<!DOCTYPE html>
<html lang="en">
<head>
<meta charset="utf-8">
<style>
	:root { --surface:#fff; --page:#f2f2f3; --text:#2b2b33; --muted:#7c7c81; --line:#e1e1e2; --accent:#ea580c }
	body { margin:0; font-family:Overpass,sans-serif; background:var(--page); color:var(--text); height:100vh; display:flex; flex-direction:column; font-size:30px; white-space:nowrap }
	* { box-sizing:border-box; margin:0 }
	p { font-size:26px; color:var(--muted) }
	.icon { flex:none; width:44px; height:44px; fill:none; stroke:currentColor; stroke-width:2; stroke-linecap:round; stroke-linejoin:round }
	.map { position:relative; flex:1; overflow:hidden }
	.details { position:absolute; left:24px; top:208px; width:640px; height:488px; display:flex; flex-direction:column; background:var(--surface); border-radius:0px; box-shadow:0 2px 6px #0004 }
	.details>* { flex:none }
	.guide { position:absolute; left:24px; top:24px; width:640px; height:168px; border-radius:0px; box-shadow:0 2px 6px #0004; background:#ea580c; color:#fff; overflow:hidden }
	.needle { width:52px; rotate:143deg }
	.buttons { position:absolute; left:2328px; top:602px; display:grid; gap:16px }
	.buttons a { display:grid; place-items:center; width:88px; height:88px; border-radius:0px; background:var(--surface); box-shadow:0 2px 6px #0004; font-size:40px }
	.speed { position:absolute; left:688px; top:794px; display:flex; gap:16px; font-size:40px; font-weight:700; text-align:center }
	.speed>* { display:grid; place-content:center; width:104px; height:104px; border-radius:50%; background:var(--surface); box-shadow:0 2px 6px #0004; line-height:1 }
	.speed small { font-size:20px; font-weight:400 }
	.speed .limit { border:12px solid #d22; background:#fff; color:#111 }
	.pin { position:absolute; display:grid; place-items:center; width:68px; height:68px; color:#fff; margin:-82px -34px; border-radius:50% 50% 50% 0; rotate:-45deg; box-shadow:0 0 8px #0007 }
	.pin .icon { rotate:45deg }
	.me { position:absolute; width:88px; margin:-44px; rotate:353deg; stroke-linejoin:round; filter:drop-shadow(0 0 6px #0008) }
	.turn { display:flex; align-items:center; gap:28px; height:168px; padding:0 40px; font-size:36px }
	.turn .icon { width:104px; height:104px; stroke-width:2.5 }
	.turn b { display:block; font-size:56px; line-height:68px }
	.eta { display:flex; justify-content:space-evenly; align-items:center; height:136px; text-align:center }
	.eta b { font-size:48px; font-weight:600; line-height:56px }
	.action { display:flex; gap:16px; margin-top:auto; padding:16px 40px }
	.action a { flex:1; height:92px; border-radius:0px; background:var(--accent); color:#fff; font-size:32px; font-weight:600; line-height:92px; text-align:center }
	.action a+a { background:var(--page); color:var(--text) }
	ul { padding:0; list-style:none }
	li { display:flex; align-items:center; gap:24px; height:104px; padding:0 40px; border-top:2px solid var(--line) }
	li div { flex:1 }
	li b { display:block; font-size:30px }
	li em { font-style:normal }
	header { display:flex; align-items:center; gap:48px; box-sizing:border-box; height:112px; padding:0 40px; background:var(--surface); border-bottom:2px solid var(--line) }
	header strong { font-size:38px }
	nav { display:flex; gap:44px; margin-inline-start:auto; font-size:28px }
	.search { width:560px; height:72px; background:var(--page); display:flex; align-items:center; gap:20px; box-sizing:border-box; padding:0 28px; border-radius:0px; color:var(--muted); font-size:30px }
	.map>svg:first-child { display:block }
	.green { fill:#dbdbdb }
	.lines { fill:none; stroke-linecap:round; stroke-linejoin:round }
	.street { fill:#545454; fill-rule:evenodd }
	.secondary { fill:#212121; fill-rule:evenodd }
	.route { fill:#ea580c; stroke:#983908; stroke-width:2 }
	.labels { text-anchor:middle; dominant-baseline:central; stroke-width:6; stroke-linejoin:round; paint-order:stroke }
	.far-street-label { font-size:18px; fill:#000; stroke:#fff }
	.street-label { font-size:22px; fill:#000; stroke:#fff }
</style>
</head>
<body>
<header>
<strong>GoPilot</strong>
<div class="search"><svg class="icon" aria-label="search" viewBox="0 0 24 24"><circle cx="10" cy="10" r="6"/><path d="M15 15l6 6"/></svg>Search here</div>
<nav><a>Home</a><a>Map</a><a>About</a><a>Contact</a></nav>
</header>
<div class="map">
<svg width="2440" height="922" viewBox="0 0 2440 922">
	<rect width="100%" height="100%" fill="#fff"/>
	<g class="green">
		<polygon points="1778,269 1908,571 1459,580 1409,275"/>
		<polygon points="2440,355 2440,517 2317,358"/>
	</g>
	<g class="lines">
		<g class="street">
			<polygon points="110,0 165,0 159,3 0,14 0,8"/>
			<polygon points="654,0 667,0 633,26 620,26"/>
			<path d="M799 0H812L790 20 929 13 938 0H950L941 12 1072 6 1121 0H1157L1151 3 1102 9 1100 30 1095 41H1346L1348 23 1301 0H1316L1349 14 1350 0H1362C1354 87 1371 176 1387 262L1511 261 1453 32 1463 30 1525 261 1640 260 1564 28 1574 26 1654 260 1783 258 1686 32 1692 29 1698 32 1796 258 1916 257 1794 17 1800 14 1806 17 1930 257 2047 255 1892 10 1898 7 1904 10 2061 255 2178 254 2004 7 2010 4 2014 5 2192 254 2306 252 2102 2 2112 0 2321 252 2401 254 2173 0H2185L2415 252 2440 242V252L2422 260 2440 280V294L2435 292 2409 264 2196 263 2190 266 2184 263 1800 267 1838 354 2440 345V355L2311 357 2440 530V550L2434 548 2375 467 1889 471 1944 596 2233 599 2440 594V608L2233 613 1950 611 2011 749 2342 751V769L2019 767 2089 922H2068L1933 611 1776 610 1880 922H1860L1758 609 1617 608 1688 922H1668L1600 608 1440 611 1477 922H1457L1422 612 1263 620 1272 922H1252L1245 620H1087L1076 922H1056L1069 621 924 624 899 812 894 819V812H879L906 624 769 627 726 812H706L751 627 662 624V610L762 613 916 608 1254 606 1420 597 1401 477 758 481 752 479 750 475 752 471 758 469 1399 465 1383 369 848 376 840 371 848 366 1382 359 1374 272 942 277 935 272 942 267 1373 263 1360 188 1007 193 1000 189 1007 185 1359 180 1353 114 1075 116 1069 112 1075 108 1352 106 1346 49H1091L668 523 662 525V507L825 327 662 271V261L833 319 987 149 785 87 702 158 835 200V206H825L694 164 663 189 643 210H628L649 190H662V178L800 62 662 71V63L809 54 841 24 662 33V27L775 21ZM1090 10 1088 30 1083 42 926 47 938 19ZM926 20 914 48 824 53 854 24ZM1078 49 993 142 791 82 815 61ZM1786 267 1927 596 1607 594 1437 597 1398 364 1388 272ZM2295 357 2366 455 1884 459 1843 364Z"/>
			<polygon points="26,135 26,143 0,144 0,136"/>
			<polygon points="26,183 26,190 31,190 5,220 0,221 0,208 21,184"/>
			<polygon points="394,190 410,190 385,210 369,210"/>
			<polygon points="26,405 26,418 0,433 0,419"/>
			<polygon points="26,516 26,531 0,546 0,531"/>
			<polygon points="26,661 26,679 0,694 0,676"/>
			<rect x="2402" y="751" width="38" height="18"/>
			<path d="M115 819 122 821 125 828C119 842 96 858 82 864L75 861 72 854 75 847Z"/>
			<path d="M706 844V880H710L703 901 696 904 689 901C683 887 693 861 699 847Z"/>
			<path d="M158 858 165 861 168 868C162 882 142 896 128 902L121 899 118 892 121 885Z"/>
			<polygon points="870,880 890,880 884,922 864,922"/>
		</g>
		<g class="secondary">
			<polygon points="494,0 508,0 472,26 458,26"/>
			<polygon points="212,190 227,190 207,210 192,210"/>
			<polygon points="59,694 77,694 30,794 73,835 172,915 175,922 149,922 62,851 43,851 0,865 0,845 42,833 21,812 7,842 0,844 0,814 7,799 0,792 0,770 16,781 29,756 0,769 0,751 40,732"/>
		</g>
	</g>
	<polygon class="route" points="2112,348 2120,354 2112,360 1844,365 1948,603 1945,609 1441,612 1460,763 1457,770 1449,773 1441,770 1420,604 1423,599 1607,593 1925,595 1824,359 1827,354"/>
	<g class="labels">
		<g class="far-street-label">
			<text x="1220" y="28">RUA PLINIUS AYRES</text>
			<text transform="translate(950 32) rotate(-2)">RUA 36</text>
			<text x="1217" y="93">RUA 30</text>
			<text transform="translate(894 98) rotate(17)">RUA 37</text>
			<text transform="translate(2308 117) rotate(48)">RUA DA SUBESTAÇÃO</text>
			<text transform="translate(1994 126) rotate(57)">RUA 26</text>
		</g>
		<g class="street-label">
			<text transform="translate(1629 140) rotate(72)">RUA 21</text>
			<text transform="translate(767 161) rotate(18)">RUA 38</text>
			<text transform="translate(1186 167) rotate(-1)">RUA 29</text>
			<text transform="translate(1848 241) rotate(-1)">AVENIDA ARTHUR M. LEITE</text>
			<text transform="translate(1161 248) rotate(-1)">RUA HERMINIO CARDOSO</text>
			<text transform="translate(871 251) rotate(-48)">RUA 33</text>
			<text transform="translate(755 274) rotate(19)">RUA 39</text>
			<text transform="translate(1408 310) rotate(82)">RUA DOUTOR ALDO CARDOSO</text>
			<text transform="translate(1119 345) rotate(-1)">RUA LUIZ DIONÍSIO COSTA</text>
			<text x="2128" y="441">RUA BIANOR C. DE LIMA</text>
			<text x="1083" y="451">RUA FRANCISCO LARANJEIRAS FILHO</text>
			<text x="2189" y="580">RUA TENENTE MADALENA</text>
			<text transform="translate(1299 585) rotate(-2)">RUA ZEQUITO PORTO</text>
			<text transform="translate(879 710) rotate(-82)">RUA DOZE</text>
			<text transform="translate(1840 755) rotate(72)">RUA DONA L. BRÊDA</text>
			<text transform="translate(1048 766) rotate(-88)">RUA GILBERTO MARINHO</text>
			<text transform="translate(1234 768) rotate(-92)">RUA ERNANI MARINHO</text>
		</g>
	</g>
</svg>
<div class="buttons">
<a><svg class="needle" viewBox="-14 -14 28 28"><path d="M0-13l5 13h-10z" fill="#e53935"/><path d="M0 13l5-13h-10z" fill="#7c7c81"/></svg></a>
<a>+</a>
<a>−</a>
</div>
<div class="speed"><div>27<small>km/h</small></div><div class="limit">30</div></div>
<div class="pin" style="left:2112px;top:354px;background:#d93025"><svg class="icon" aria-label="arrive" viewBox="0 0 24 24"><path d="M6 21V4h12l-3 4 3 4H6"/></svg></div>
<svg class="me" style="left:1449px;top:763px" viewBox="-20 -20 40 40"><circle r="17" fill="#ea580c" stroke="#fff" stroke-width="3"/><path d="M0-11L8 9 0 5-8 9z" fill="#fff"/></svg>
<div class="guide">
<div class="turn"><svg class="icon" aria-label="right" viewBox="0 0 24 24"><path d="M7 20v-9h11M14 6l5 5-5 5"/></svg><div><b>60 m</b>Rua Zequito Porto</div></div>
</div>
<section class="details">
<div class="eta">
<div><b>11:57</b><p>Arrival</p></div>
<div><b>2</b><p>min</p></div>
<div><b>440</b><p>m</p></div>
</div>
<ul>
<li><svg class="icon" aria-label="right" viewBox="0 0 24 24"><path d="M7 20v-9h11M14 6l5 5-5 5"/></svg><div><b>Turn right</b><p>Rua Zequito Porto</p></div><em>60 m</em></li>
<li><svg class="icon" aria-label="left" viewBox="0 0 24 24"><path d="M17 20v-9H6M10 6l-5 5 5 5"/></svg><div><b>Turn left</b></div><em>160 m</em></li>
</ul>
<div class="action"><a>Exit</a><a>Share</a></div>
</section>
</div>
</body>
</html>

============

### TASK REQUIREMENTS
Every line containing the string "limit" should be pulled from the listing and copied.

### WRITTEN REPLY
	.speed .limit { border:12px solid #d22; background:#fff; color:#111 }
<div class="speed"><div>27<small>km/h</small></div><div class="limit">30</div></div>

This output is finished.